Makeni
"Makeni is the kind of city that gives you the feeling of arriving somewhere without telling you what you're supposed to do there — which I mean as a compliment."
Makeni is four hours north of Freetown on the main highway, in Sierra Leone’s Northern Province, and it sits at the junction of several routes going deeper into the country. It’s a city that sees more passing-through than staying, which accounts for the somewhat surprised quality of the welcome I received at my guesthouse — not unwelcome, just genuinely uncertain why anyone would pick Makeni as a destination rather than a waypoint.
I had two reasons: the market, and the hills to the northeast.
The City and Its Market
Makeni’s central market is a proper northern market — groundnuts in particular abundance (the north is groundnut country), kola nuts traded with a seriousness that reflects their social currency, cattle passing through from the Fula herdsmen who move livestock down from Guinea. The poda-poda station at the market edge is controlled chaos in the specific way of West African transport hubs: vehicles going in multiple directions, young men calling out destinations, bags tied to roof racks with a confidence I found inspiring.

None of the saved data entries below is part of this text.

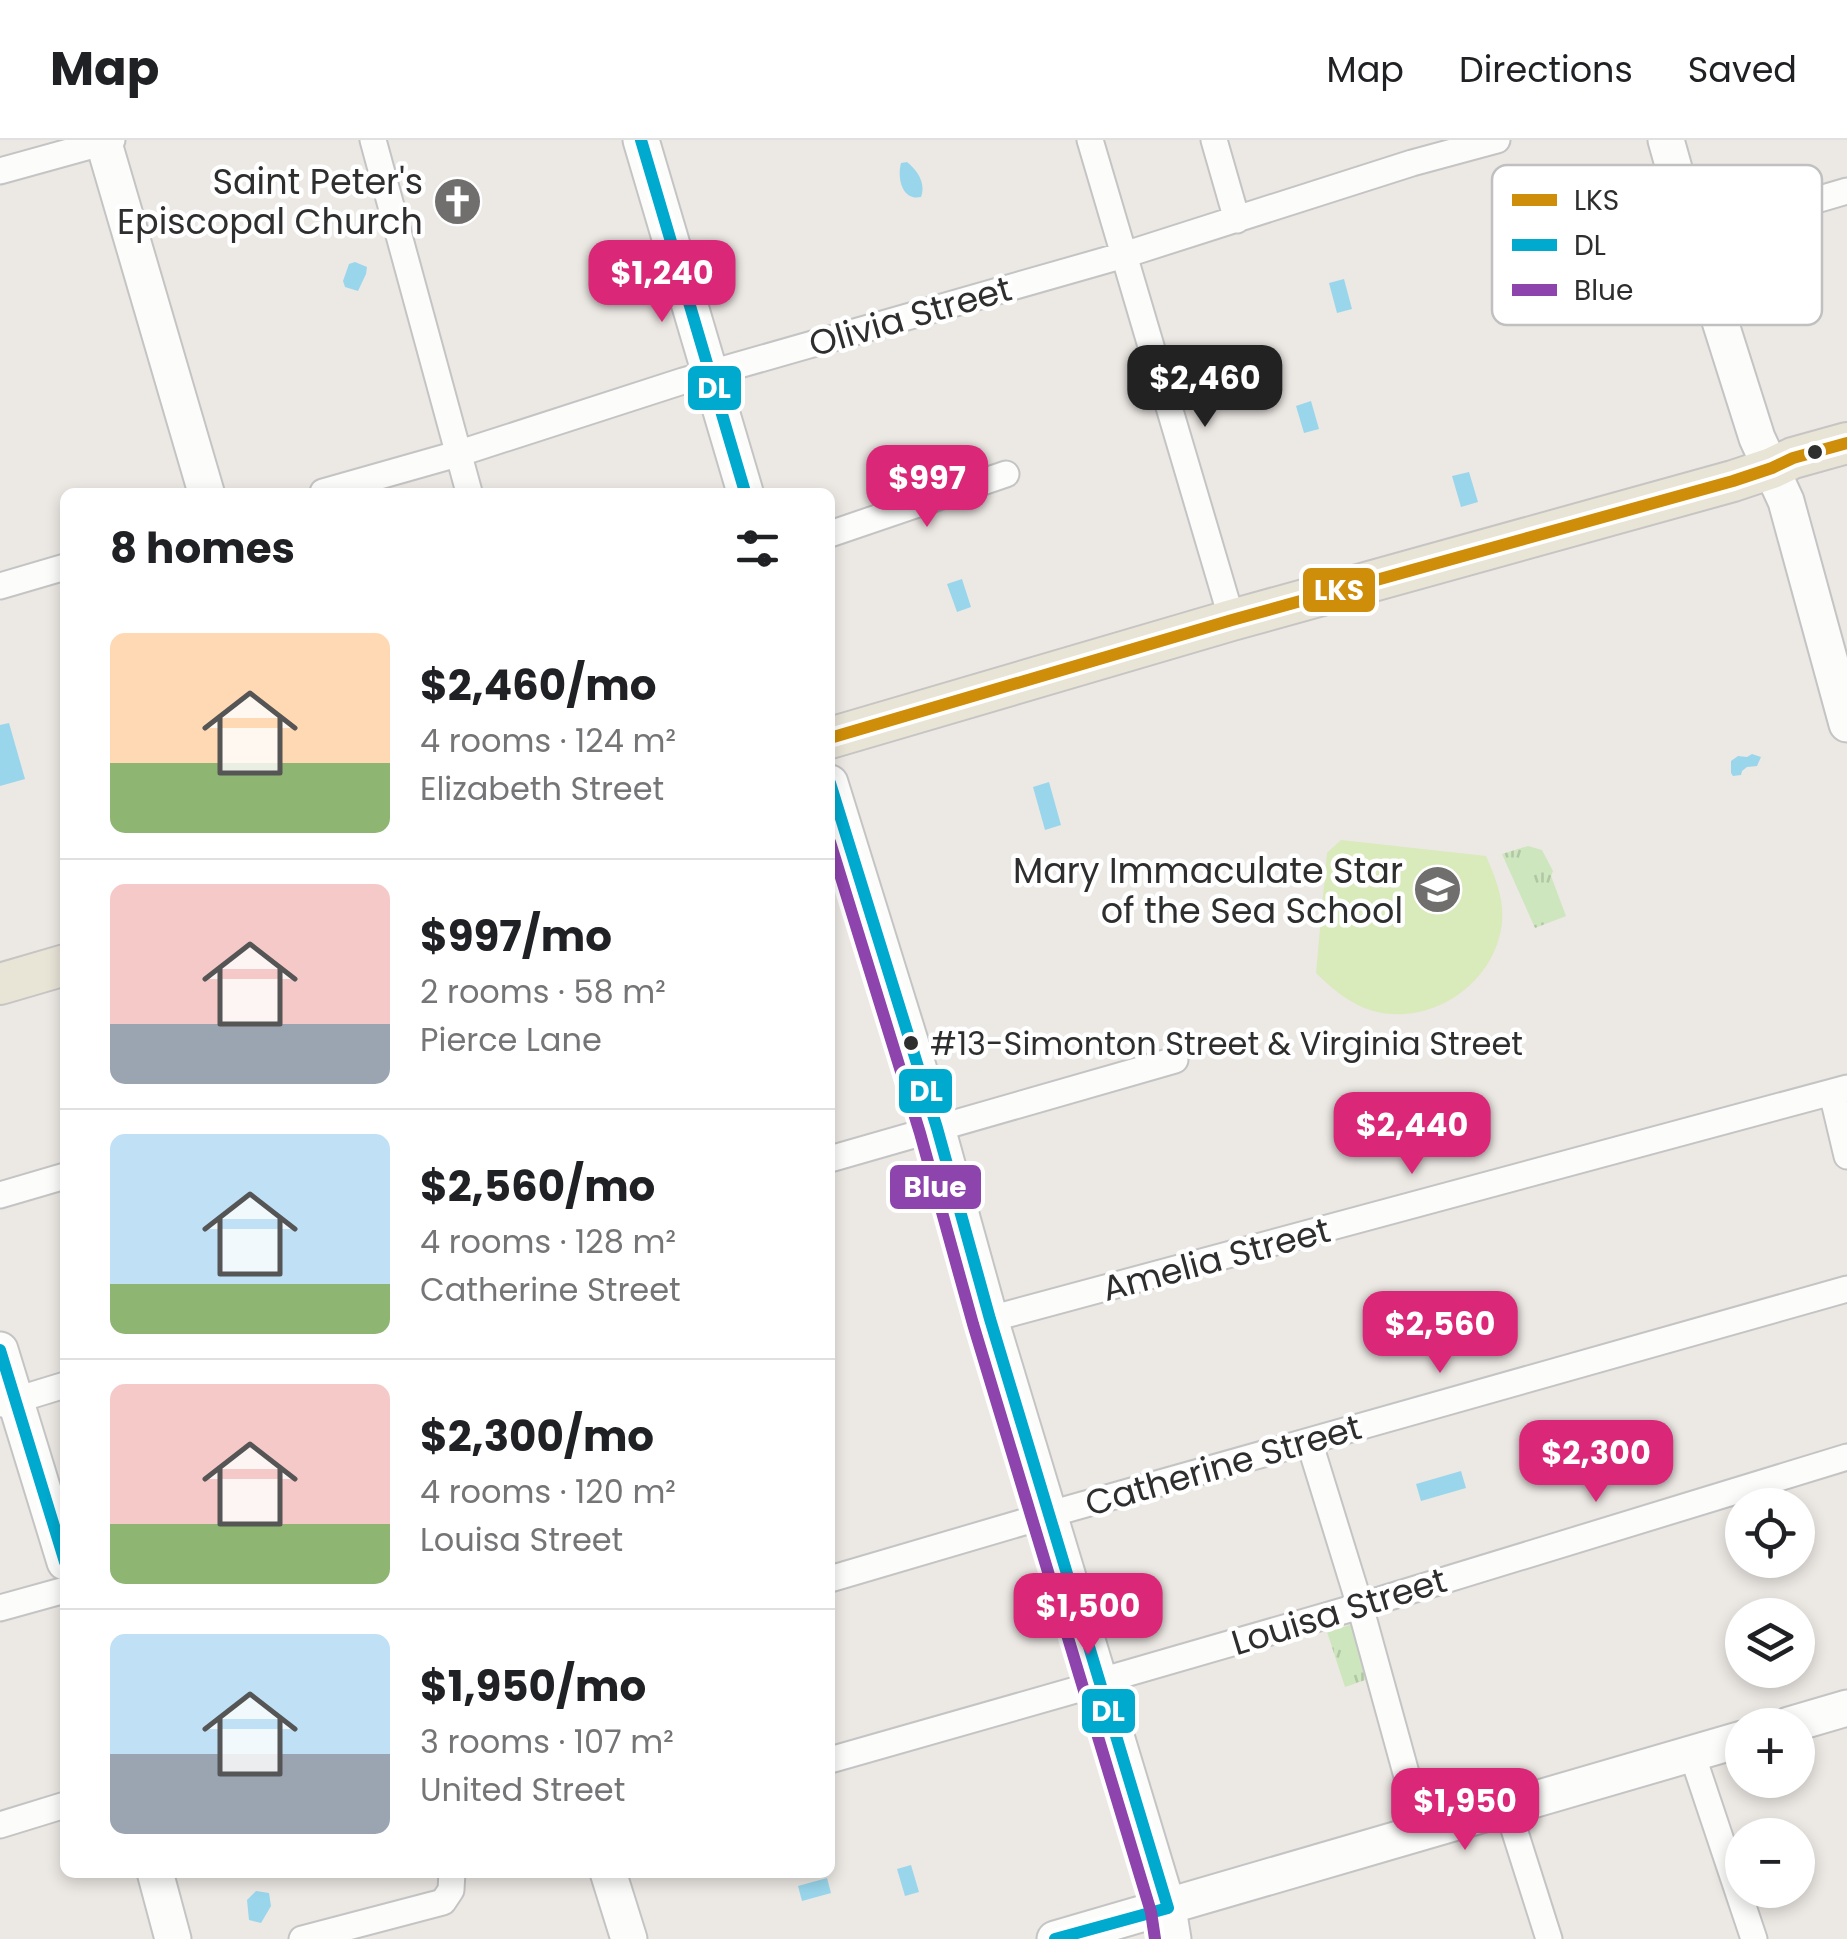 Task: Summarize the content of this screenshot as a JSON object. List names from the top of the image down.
{
  "streets": {
    "street": [
      "Olivia Street",
      "Amelia Street",
      "Catherine Street",
      "Louisa Street"
    ]
  },
  "places": {
    "church": ["Saint Peter's Episcopal Church"],
    "school or university": ["Mary Immaculate Star of the Sea School"],
    "other": ["#13-Simonton Street & Virginia Street"]
  },
  "lines": ["transit line DL", "transit line LKS", "transit line Blue"],
  "legend": ["LKS", "DL", "Blue"],
  "page": {
    "header": "Map",
    "nav": ["Map", "Directions", "Saved"],
    "price": [
      "$1,240",
      "$2,460",
      "$997",
      "$2,440",
      "$2,560",
      "$2,300",
      "$1,500",
      "$1,950"
    ],
    "heading": "8 homes",
    "list": [
      {
        "name": "$2,460/mo",
        "note": "4 rooms · 124 m² · Elizabeth Street"
      },
      {
        "name": "$997/mo",
        "note": "2 rooms · 58 m² · Pierce Lane"
      },
      {
        "name": "$2,560/mo",
        "note": "4 rooms · 128 m² · Catherine Street"
      },
      {
        "name": "$2,300/mo",
        "note": "4 rooms · 120 m² · Louisa Street"
      },
      {
        "name": "$1,950/mo",
        "note": "3 rooms · 107 m² · United Street"
      }
    ],
    "map_buttons": ["+", "−"]
  }
}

I wandered the market for two mornings and was, on the second morning, invited to have tea by a groundnut trader named Sorie who occupied a stall near the fabric section. The tea was ataya — Chinese gunpowder green tea brewed in a small pot and poured from height to produce foam, served in tiny glasses, drunk sweet and strong. Three rounds is the expected number; leaving before the third glass is rude. I did not leave before the third glass. We talked about the price of groundnuts, the university on the hill, and the quality of recent rains with equal thoroughness.
Bintumani and the Loma Mountains
Mount Bintumani, at 1948 meters, is the highest point in Sierra Leone and rises from the Loma Mountains about eighty kilometers northeast of Makeni. It’s a genuine hiking destination requiring a multi-day commitment — three days up and down, camping on the mountain, a guide who knows the forest trails. The Loma Mansa range that Bintumani anchors is cloud forest at altitude: mossy, cool, often mist-wrapped, with a flora and fauna that differs markedly from the lowland forest.

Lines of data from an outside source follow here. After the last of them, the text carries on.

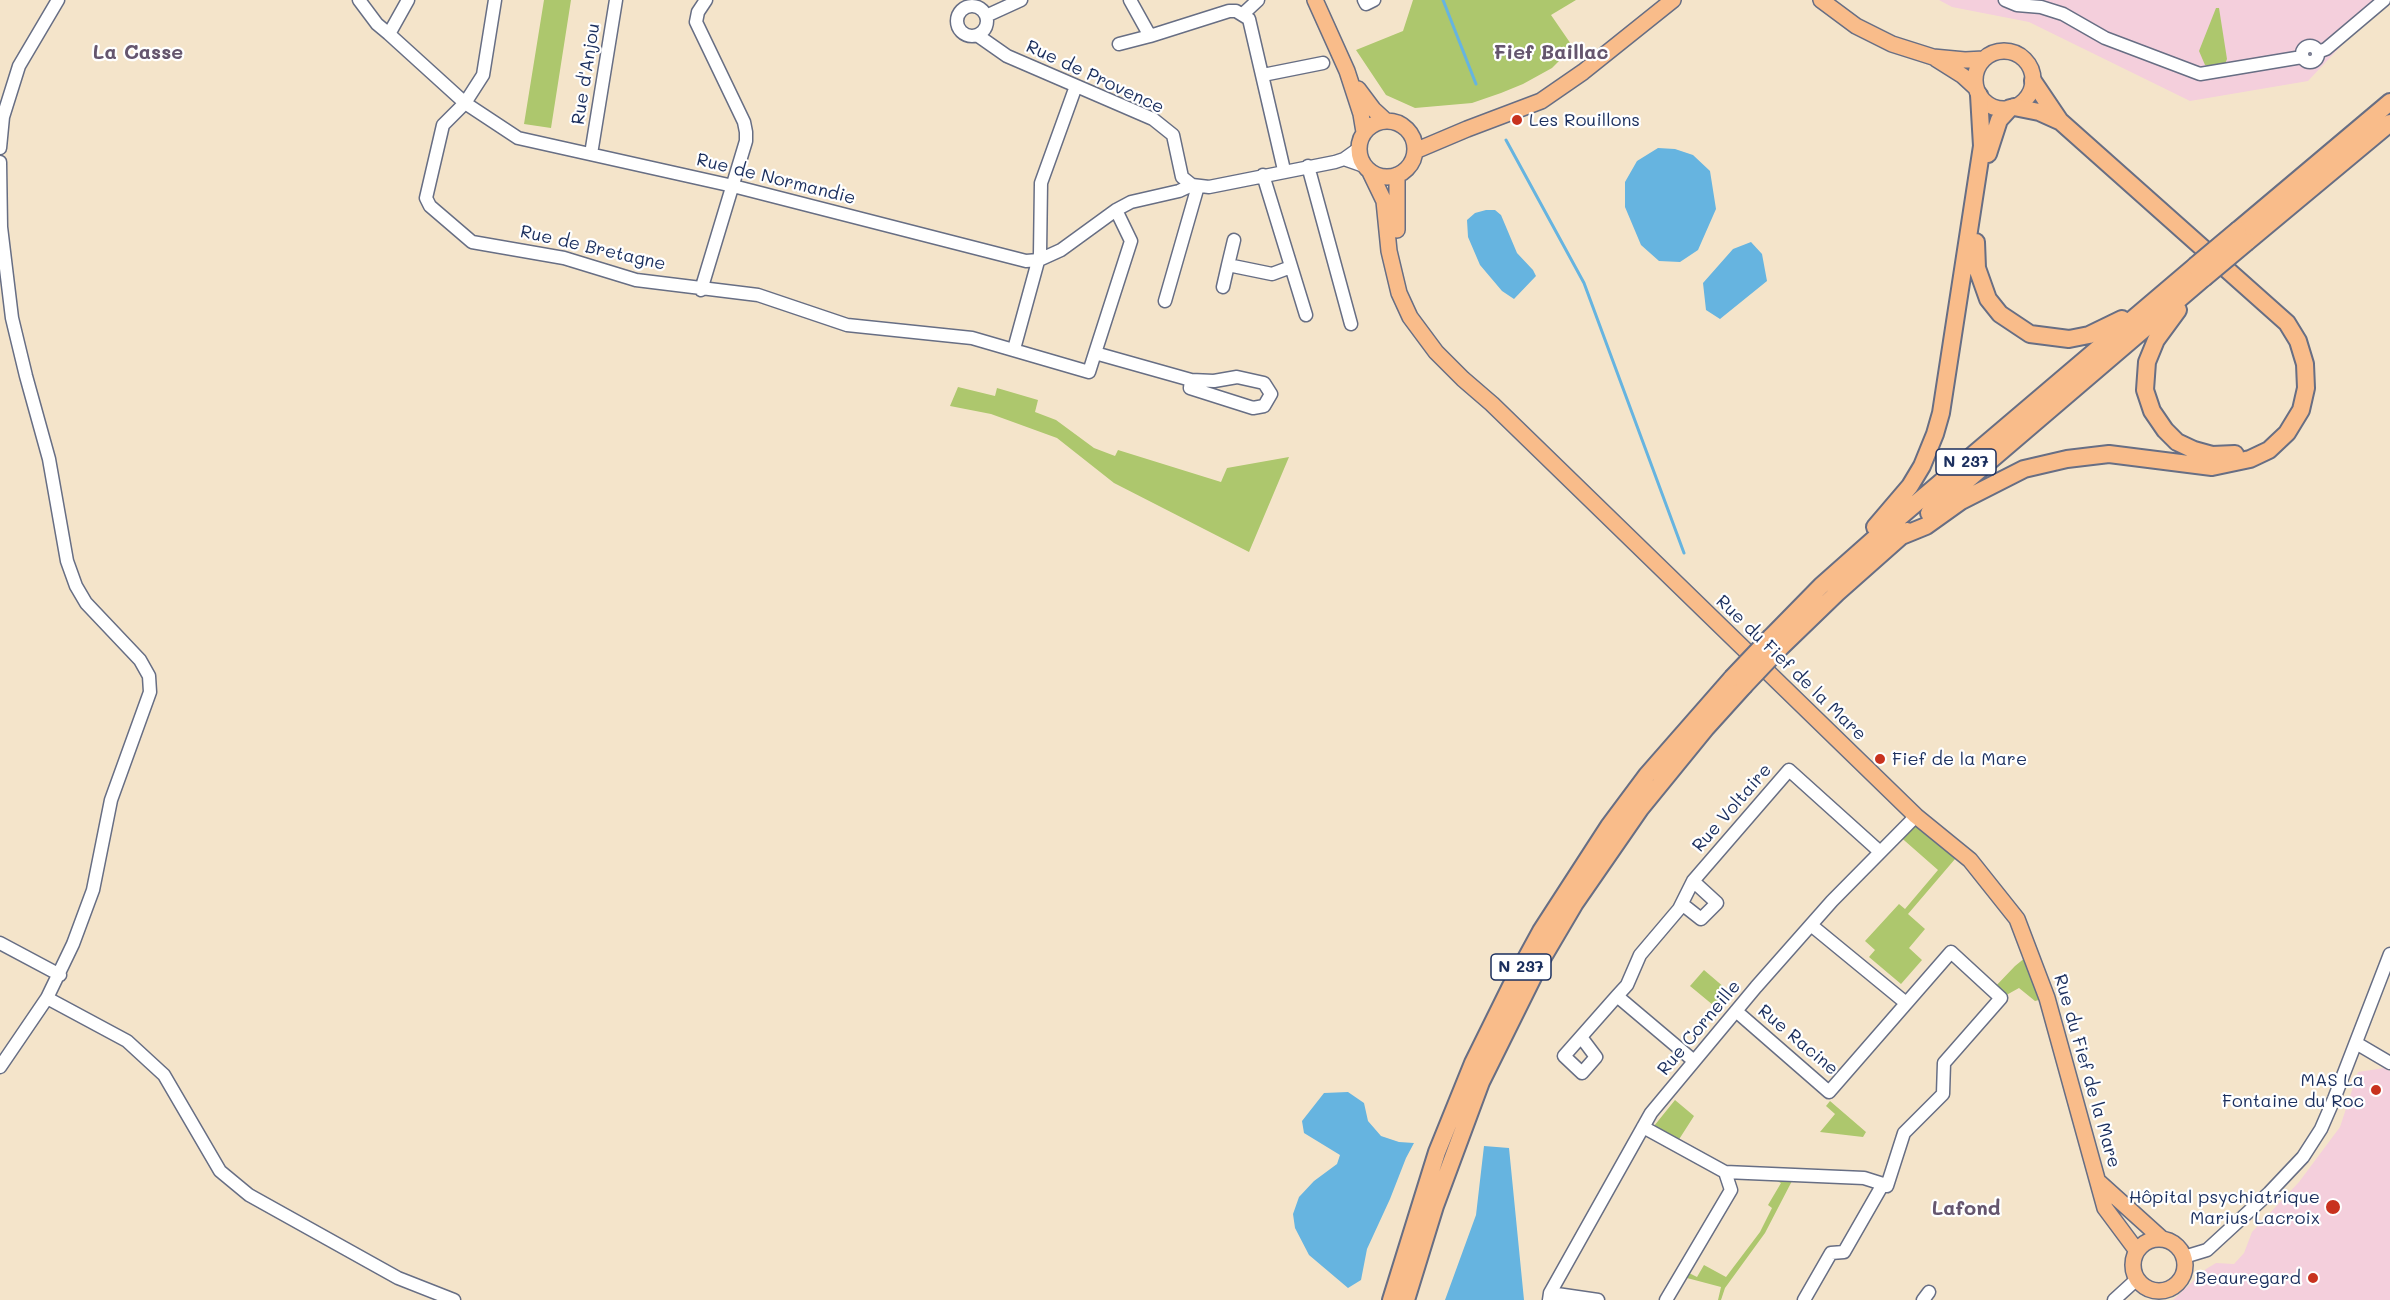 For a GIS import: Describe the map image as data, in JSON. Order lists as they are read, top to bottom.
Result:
{
  "streets": {
    "highway": ["N 237"],
    "main road": ["Rue du Fief de la Mare"],
    "street": [
      "Rue d'Anjou",
      "Rue de Provence",
      "Rue de Normandie",
      "Rue de Bretagne",
      "Rue Voltaire",
      "Rue Corneille",
      "Rue Racine"
    ]
  },
  "crossings": [
    ["Rue d'Anjou", "Rue de Normandie"],
    ["Rue de Normandie", "Rue de Bretagne"],
    ["Rue du Fief de la Mare", "Rue Corneille"],
    ["Rue Voltaire", "Rue Corneille"],
    ["Rue Corneille", "Rue Racine"]
  ],
  "districts": ["La Casse", "Fief Baillac", "Lafond"],
  "places": [
    "Les Rouillons",
    "Fief de la Mare",
    "MAS La Fontaine du Roc",
    "Hôpital psychiatrique Marius Lacroix",
    "Beauregard"
  ]
}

I didn’t summit. I’d come with the wrong footwear and the wrong timeline, which is a familiar condition. I drove to the trailhead village of Sinsakoro and spent a morning hiking the lower slopes with a local guide named Fode, who showed me chimpanzee nests in the forest, a waterfall on a stream that had carved a small gorge, and a viewpoint from which the mountain above disappeared into cloud. Next time I’m bringing boots and an extra week.
Tingi Hills and the Wara Wara Mountains
Closer to Makeni, the Wara Wara Mountains to the northwest offer accessible day hiking on laterite trails through secondary forest and grassland. The landscape in the north has a different character than the south — drier, more open, the savanna pushing through the forest in seasonal patterns. I walked for half a day through an area of mixed habitat, saw an impressive number of raptors working the thermals, and ate lunch at a village where I was given rice from a pot that had been on the fire since morning.
Evening in Makeni
The university gives Makeni a slightly different evening rhythm from purely market-economy towns. Bars near the campus serve cold beer and reasonably good food; the conversations around me were about things beyond price and logistics. I listened to a table of students argue about West African regional politics with the focused intensity of people who will have to live in the consequences of those politics. This felt important and I didn’t interrupt it.
When to go: November to April for the dry season. The laterite roads to trailheads for Bintumani and the Wara Wara Hills become difficult in heavy rains. The Bintumani hiking window runs roughly December to February, when the mountain is coldest at altitude but the trails are at their most reliable. Avoid the September to October peak rains for any hiking ambitions.